=== GOAL OF THE EXERCISE ===
Every entry must be given again exactly as it is written.

WORKING DATA Start Marker

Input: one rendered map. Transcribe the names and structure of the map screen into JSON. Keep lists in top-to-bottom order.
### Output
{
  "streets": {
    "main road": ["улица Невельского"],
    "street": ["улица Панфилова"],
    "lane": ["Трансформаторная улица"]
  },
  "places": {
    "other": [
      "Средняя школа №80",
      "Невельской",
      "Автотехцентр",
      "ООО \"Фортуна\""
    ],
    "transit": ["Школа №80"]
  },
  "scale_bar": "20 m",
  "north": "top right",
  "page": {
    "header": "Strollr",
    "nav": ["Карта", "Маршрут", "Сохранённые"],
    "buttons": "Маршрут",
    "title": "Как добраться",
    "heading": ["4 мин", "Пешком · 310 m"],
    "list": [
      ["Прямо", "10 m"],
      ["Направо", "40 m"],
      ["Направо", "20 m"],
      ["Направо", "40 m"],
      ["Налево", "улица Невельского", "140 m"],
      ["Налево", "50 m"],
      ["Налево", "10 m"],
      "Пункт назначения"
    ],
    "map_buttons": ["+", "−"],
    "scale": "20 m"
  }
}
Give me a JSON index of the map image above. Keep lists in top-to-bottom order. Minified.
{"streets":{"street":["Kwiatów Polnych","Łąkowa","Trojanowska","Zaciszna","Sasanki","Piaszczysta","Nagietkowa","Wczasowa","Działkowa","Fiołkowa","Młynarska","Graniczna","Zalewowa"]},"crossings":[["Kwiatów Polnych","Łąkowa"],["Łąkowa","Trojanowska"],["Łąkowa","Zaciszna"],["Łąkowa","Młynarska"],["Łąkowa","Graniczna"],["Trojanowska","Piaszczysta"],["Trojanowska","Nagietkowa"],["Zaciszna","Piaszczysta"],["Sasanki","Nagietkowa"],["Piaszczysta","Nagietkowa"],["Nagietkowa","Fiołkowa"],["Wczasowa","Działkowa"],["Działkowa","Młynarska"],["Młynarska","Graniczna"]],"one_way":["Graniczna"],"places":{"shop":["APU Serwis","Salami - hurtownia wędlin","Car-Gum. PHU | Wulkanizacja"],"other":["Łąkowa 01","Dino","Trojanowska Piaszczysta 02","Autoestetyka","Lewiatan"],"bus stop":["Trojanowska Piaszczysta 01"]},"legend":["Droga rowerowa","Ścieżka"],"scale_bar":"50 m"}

WORKING DATA End Marker

=== RESULT ===
Input: one rendered map. Transcribe the names and structure of the map screen into JSON. Keep lists in top-to-bottom order.
### Output
{
  "streets": {
    "main road": ["улица Невельского"],
    "street": ["улица Панфилова"],
    "lane": ["Трансформаторная улица"]
  },
  "places": {
    "other": [
      "Средняя школа №80",
      "Невельской",
      "Автотехцентр",
      "ООО \"Фортуна\""
    ],
    "transit": ["Школа №80"]
  },
  "scale_bar": "20 m",
  "north": "top right",
  "page": {
    "header": "Strollr",
    "nav": ["Карта", "Маршрут", "Сохранённые"],
    "buttons": "Маршрут",
    "title": "Как добраться",
    "heading": ["4 мин", "Пешком · 310 m"],
    "list": [
      ["Прямо", "10 m"],
      ["Направо", "40 m"],
      ["Направо", "20 m"],
      ["Направо", "40 m"],
      ["Налево", "улица Невельского", "140 m"],
      ["Налево", "50 m"],
      ["Налево", "10 m"],
      "Пункт назначения"
    ],
    "map_buttons": ["+", "−"],
    "scale": "20 m"
  }
}
Give me a JSON index of the map image above. Keep lists in top-to-bottom order. Minified.
{"streets":{"street":["Kwiatów Polnych","Łąkowa","Trojanowska","Zaciszna","Sasanki","Piaszczysta","Nagietkowa","Wczasowa","Działkowa","Fiołkowa","Młynarska","Graniczna","Zalewowa"]},"crossings":[["Kwiatów Polnych","Łąkowa"],["Łąkowa","Trojanowska"],["Łąkowa","Zaciszna"],["Łąkowa","Młynarska"],["Łąkowa","Graniczna"],["Trojanowska","Piaszczysta"],["Trojanowska","Nagietkowa"],["Zaciszna","Piaszczysta"],["Sasanki","Nagietkowa"],["Piaszczysta","Nagietkowa"],["Nagietkowa","Fiołkowa"],["Wczasowa","Działkowa"],["Działkowa","Młynarska"],["Młynarska","Graniczna"]],"one_way":["Graniczna"],"places":{"shop":["APU Serwis","Salami - hurtownia wędlin","Car-Gum. PHU | Wulkanizacja"],"other":["Łąkowa 01","Dino","Trojanowska Piaszczysta 02","Autoestetyka","Lewiatan"],"bus stop":["Trojanowska Piaszczysta 01"]},"legend":["Droga rowerowa","Ścieżka"],"scale_bar":"50 m"}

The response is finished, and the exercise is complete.